Search the records for the word "stream" and copy every line in which it occurs.

Items listed in a dataset →
* * * * * * * * *
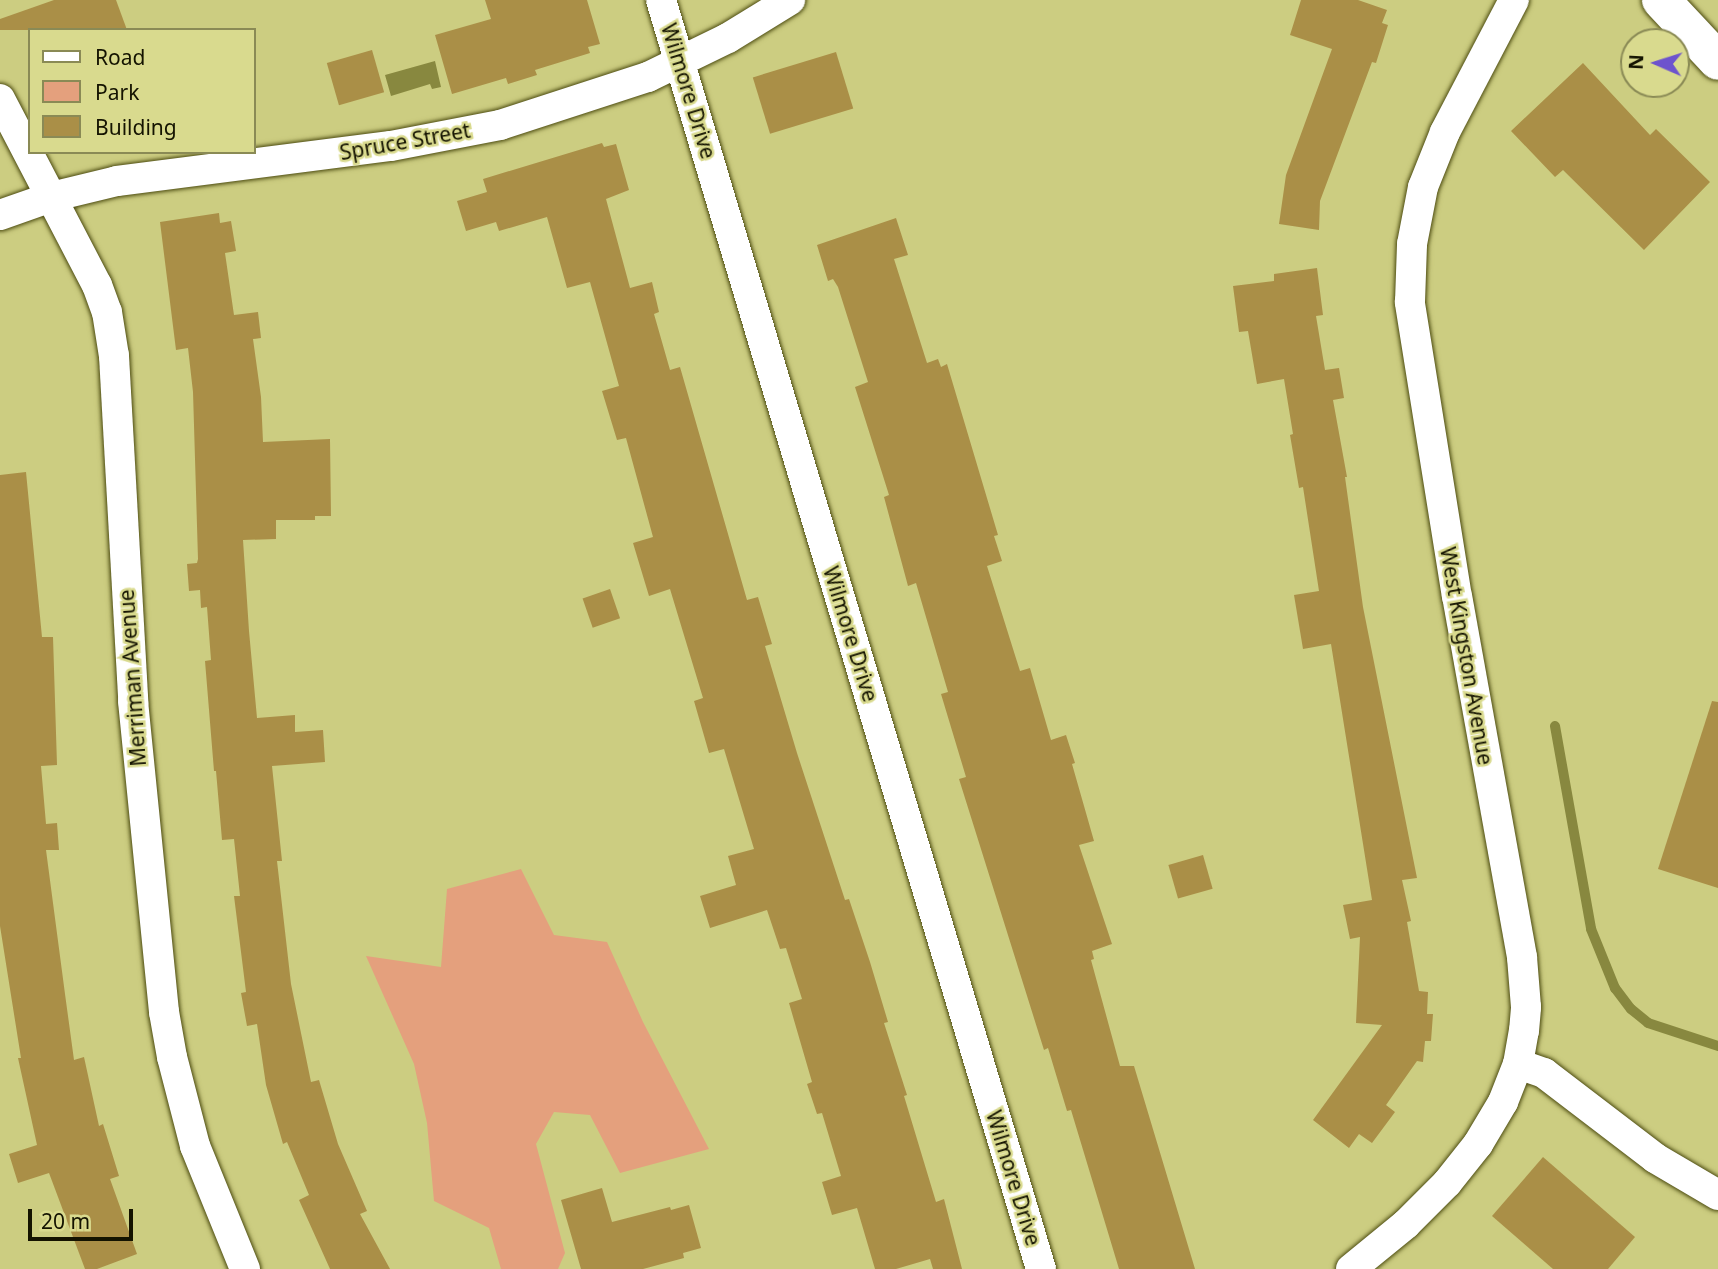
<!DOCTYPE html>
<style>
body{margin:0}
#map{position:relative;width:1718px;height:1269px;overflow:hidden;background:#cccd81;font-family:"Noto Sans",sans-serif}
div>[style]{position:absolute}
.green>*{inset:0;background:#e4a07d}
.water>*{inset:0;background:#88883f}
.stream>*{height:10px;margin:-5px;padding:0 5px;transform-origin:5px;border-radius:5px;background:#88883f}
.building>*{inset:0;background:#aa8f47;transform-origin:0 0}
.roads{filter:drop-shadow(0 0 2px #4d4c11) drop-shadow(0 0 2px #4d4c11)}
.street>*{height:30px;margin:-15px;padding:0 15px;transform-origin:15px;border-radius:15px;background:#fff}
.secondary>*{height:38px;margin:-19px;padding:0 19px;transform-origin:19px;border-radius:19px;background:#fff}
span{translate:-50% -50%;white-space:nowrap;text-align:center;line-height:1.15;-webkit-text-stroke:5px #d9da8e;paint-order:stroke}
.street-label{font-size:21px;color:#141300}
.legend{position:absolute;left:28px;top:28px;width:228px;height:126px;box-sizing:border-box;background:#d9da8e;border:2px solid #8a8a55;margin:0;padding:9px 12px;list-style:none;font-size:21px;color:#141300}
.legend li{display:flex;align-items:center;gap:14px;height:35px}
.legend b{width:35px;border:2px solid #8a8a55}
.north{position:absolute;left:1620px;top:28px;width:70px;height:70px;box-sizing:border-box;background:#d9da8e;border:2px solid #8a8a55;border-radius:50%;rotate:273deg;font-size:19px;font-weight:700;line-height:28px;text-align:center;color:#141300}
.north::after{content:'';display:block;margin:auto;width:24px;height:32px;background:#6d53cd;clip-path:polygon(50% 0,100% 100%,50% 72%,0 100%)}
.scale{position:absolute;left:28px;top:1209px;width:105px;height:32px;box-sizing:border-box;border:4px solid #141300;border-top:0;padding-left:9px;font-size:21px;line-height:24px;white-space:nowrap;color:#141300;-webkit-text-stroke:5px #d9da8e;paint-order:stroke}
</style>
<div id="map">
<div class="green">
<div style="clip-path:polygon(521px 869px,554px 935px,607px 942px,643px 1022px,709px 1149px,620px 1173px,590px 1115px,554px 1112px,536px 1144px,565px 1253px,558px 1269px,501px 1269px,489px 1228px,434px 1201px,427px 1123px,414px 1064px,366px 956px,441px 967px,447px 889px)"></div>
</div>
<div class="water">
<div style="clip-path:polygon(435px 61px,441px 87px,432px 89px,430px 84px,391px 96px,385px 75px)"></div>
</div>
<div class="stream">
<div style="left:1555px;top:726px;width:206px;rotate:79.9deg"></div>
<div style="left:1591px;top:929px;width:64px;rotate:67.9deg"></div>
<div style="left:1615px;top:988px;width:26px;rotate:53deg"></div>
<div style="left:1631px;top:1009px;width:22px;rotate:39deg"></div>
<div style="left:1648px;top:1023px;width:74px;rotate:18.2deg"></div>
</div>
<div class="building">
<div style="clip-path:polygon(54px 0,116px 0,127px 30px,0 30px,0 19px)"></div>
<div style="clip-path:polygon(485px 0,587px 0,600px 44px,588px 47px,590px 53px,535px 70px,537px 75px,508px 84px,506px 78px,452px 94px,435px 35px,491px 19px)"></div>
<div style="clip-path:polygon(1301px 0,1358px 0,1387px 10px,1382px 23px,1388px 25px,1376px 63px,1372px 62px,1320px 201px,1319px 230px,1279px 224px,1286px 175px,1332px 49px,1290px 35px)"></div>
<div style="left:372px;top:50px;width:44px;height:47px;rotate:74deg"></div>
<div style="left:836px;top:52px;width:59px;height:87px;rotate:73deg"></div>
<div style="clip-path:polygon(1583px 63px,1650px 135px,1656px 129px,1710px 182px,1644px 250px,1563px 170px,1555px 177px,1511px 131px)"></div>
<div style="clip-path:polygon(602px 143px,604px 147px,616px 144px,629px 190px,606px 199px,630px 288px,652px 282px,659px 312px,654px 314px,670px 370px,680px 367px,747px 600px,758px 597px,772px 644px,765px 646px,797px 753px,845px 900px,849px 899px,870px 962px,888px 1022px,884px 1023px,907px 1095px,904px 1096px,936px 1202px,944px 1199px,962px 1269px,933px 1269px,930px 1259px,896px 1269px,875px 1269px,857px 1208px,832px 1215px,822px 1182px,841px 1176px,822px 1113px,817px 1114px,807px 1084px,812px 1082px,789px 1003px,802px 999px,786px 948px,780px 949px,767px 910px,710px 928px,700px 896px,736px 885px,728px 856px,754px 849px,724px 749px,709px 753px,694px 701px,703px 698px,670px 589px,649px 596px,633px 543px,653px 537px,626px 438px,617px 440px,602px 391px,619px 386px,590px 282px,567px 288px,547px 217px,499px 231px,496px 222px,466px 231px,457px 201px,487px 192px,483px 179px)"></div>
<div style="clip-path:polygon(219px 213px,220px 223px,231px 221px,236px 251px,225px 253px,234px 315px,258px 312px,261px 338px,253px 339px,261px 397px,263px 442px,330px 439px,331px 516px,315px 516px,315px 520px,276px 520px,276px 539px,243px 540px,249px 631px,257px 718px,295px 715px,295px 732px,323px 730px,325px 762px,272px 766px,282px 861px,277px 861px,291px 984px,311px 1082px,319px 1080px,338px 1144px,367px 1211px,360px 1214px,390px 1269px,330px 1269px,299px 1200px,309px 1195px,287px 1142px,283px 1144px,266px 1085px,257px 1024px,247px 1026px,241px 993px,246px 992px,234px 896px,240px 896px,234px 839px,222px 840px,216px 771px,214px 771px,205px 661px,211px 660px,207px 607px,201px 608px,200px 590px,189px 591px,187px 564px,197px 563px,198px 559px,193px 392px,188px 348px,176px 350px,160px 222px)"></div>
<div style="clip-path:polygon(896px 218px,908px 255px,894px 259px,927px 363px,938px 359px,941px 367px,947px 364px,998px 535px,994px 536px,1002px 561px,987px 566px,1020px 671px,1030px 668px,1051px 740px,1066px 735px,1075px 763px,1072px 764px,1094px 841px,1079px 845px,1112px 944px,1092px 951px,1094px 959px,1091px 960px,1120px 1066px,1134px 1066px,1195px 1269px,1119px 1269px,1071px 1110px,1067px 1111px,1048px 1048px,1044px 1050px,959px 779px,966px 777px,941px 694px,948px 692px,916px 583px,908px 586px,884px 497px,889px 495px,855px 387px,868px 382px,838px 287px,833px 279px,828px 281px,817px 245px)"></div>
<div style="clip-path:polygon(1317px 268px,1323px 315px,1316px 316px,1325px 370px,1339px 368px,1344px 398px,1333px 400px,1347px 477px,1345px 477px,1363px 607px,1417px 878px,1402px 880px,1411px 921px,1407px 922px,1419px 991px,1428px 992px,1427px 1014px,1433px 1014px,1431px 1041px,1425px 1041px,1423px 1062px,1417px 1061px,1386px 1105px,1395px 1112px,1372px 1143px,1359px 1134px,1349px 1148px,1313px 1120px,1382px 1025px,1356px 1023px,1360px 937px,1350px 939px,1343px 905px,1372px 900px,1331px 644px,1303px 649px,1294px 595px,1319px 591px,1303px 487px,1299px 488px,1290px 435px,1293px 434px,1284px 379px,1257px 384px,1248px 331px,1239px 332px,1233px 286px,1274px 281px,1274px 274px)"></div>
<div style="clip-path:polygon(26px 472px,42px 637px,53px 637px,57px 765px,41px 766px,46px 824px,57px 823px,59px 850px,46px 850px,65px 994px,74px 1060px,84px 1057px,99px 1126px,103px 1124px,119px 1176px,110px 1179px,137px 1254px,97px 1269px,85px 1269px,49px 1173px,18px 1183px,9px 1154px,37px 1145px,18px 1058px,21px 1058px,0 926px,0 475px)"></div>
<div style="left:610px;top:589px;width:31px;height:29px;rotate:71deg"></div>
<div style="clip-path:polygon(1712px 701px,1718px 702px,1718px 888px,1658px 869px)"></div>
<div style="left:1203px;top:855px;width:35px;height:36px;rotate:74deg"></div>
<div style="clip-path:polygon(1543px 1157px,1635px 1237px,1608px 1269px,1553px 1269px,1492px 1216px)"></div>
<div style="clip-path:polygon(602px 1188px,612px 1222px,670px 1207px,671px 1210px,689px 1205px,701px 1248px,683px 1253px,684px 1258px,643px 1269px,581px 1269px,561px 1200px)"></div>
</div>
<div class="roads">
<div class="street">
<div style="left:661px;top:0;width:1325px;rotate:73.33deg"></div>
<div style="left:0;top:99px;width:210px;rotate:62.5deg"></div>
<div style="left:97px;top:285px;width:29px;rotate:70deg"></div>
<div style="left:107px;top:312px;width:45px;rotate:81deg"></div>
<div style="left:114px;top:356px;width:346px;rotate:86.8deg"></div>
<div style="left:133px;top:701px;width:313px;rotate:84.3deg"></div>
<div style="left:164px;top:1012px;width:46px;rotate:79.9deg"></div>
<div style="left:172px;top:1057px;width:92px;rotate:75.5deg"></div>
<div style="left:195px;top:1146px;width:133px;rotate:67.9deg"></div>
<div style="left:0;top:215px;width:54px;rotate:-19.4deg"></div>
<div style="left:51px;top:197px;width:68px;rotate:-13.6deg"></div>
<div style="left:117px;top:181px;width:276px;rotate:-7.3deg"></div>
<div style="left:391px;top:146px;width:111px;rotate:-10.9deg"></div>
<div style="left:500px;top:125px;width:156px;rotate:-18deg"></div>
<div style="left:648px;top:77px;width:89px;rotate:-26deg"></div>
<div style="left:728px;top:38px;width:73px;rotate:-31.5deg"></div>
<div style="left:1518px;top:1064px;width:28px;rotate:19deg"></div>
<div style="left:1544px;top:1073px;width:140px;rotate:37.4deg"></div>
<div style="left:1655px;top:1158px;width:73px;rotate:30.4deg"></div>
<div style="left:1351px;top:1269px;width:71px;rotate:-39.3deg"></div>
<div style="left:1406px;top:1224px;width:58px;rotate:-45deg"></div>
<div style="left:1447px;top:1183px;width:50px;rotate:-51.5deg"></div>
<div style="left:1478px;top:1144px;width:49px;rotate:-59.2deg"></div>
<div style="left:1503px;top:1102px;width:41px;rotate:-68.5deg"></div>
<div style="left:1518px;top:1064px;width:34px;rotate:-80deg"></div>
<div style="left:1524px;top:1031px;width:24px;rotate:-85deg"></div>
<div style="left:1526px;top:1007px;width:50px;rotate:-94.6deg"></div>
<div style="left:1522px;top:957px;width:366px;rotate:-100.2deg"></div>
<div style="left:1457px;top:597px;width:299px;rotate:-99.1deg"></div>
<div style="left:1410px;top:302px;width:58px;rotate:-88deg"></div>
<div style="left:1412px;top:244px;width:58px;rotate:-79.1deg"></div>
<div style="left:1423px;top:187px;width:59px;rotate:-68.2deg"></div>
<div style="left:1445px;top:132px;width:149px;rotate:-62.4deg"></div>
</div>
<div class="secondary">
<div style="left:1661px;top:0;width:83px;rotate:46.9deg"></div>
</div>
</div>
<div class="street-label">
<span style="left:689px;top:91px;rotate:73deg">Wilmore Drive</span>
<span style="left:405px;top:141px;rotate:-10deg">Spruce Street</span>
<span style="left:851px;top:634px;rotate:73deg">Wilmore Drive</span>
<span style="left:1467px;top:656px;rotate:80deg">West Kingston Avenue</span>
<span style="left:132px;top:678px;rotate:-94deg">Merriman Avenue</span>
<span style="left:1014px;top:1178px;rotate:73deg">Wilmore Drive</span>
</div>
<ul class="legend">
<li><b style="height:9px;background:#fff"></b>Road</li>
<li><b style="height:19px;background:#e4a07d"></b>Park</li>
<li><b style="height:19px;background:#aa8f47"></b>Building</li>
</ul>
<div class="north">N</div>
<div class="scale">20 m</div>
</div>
* * * * * * * * *
Answer area →
.stream>*{height:10px;margin:-5px;padding:0 5px;transform-origin:5px;border-radius:5px;background:#88883f}
<div class="stream">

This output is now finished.